Ainsi, au 19e ce qui
est nouveau c’est l’apparition d’un troisième élément qui se glisse entre l’enfant
et la famille au nom de la sécurité de la ville : appelons-le l’éducateur
qui aura en charge l’enfance. Dès lors pour Michelle Perrot :
« l’enfance se médicalise, se psychologise, elle devient une spécialité,
un territoire où s’activent médecins, éducateurs, enseignants, juristes, qui se
substituent au début du 20e siècle, aux philanthropes et aux dames d’œuvres dans le cadre d’un
« complexe » de l’enfance en gestation ».
Il faut faire
société par la domination de la pauvreté, il faut contenir le peuple tout en
l’intégrant dans le cadre des principes de gouvernement, l’instruction est
alors vue comme facteur de libération (s’entend se libérer de la pauvreté)

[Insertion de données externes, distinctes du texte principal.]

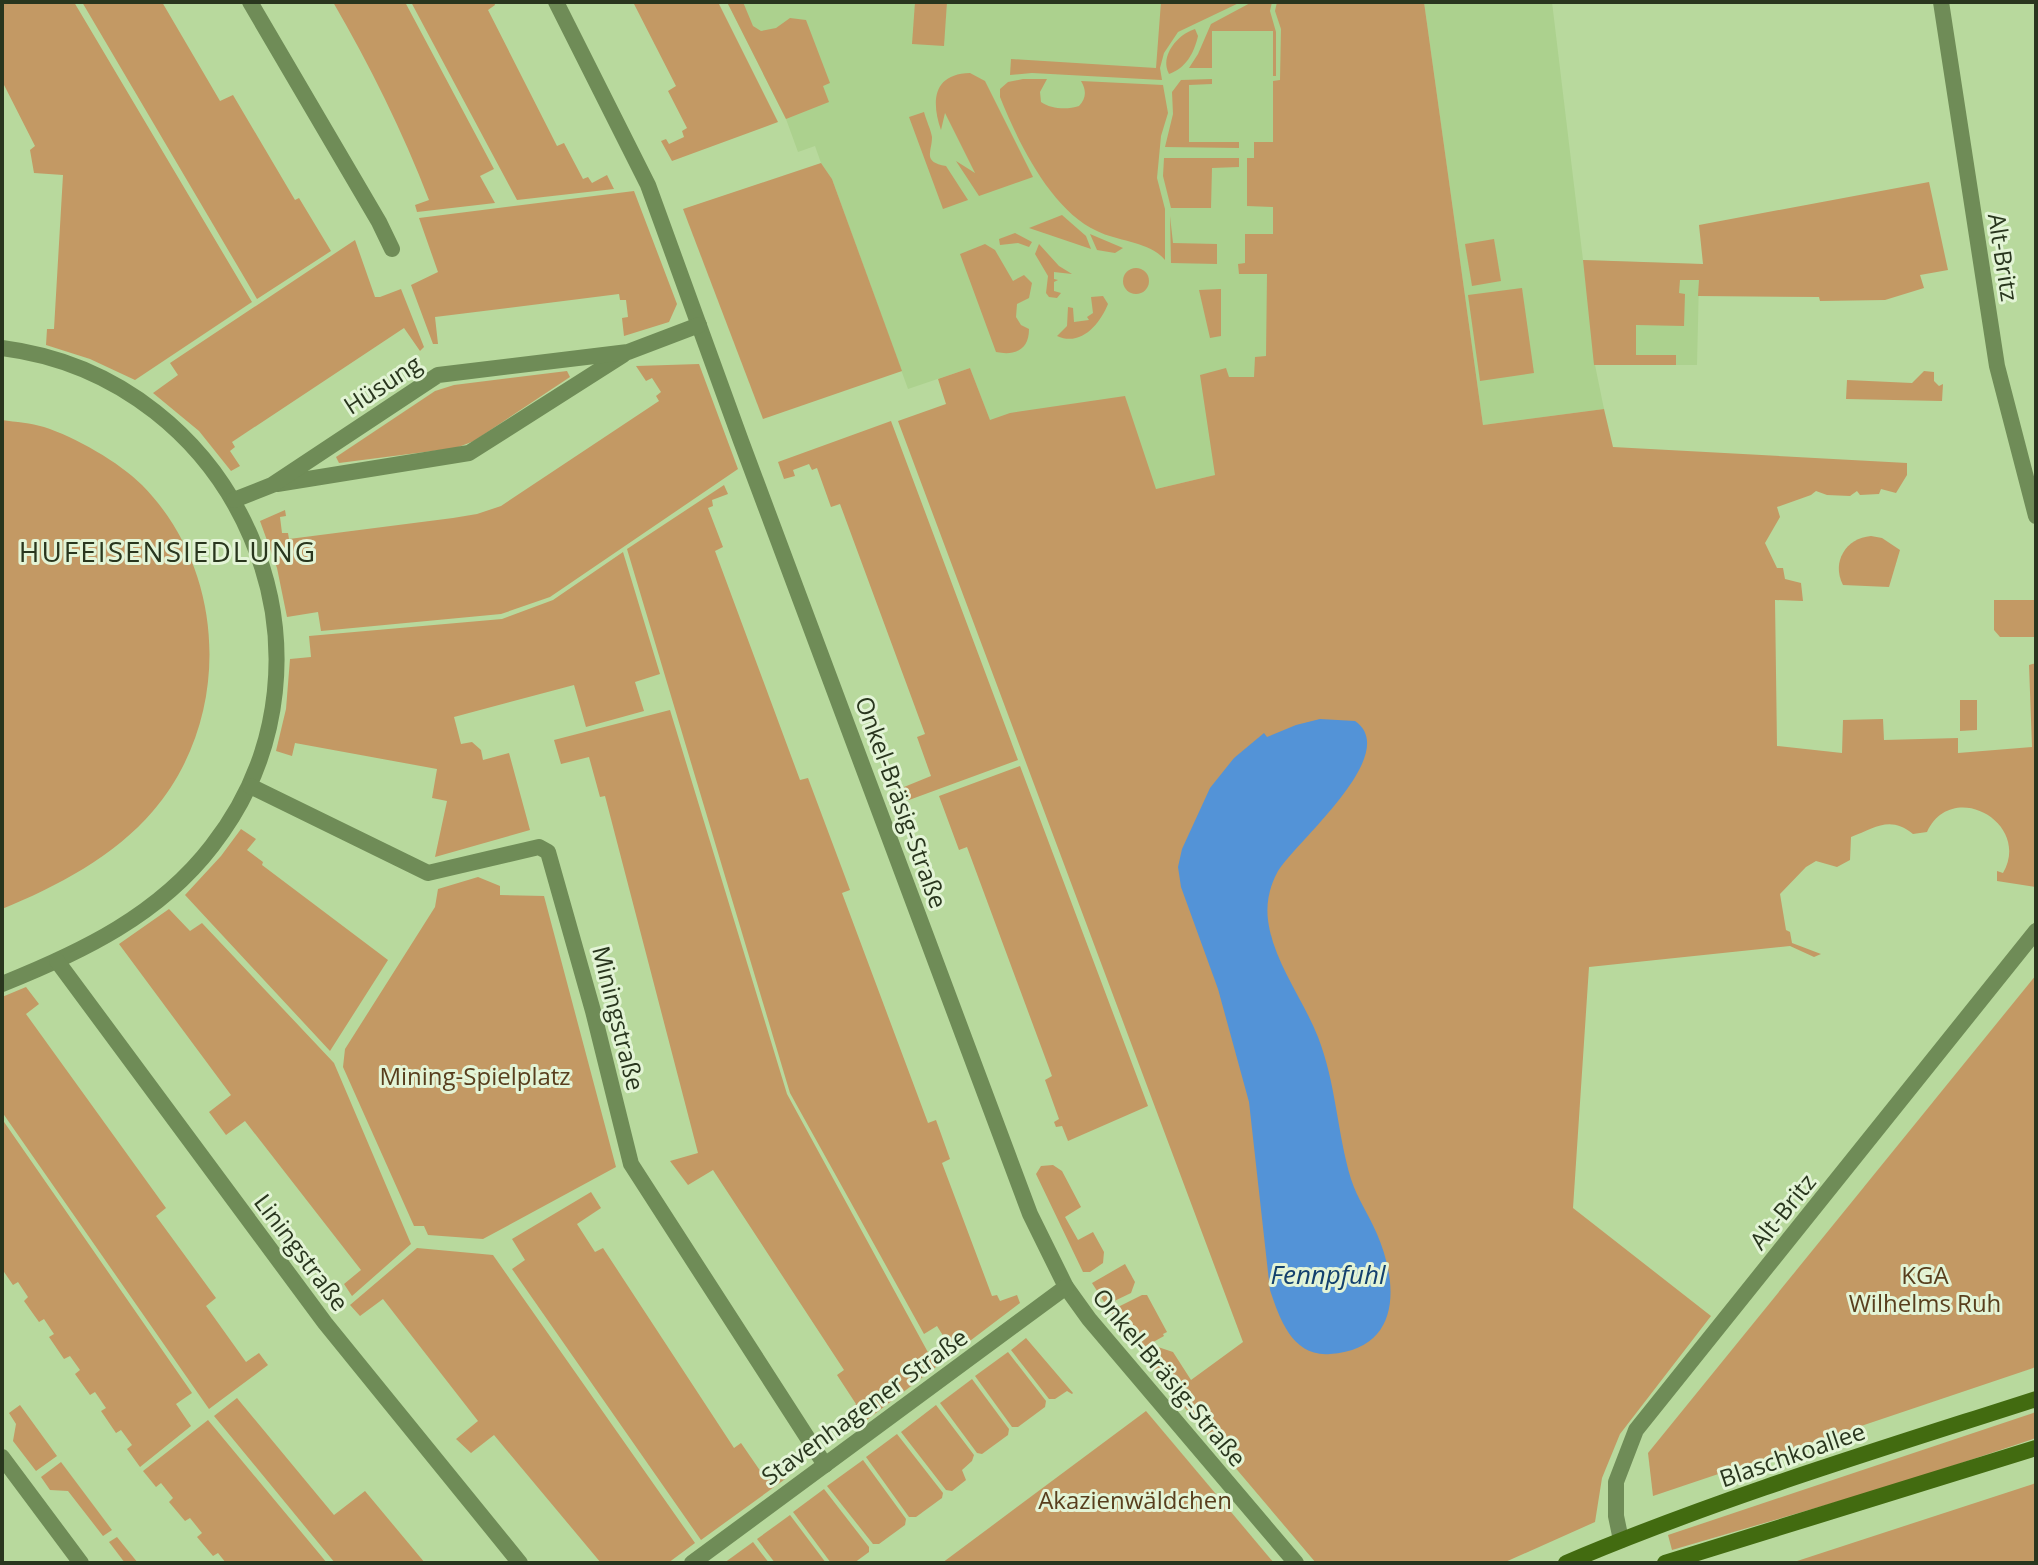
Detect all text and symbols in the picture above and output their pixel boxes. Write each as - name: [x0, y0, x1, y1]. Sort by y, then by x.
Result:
- street label: Alt-Britz: [1981, 211, 2027, 303]
- street label: Hüsung: [337, 347, 427, 421]
- district label: HUFEISENSIEDLUNG: [19, 532, 317, 570]
- street label: Onkel-Bräsig-Straße: [848, 691, 956, 913]
- street label: Miningstraße: [585, 942, 653, 1094]
- park label: Mining-Spielplatz: [379, 1059, 571, 1092]
- street label: Alt-Britz: [1741, 1166, 1823, 1256]
- street label: Liningstraße: [247, 1187, 357, 1317]
- water label: Fennpfuhl: [1271, 1256, 1387, 1292]
- park label: KGA Wilhelms Ruh: [1849, 1258, 2001, 1319]
- street label: Onkel-Bräsig-Straße: [1086, 1281, 1254, 1473]
- street label: Stavenhagener Straße: [754, 1320, 974, 1492]
- street label: Blaschkoallee: [1715, 1414, 1869, 1494]
- park label: Akazienwäldchen: [1038, 1483, 1232, 1516]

alors que sa privation entraîne la dépendance. L’école est donc porteuse d’un
projet national légitimé par son ancrage dans des valeurs universelles :
l’idéologie libérale et laïque qui charge l’école de l’éducation de l’enfant
pour le protéger de sa famille, de son milieu, de la superstition, de
l’environnement linguistique…. Pour former avant tout un
citoyen et un « ouvrier » qui sachent lire, écrire et compter :
qui soit éclairé pour échapper à l’obscurantisme religieux et
« performant » à l’usine.
Apparaissent
donc des normes et une demande. Les normes sont la discipline, le
respect de l’autorité du maître, la soumission aux apprentissages scolaires. La
demande est d’abord sociale : forger une identité nationale par
déconstruction des identités locales (on sort de la guerre de 1870 perdue par
la France qui doit se séparer de l’Alsace et de la Lorraine). La demande est
ensuite culturelle où il s’agit d’unifier la langue (un Breton ne comprenait
pas un Auvergnat). Donc la demande doit être institutionnelle où l’instituteur
doit transmettre des valeurs : éthique du travail, sens de la mesure,
service de la République…, et enfin pédagogique : transformer l’enfant en
élève pour « l’élever » (éduquer).
On retrouve un
peu ce climat du projet politique de l’école chez le philosophe Alain (Propos
sur l’éducation) : « Élever un enfant – un élève- c’est toujours
l’élever contre le désir, l’attrait, le plaisir, l’immédiateté. C’est
discipliner le corps par l’immobilité, concentrer la pensée par des exercices
répétés, vaincre l’affectivité par la régularité, la Raison ensuite. L’école ne
peut y parvenir qu’en se fermant au monde extérieur. »
Dans ce
contexte l’instruction est vue comme un facteur de libération et d’émancipation
on assigne donc à l’école un rôle de promotion sociale ce qui donnera une
importance particulière au Certificat d’Études Primaires (CEP).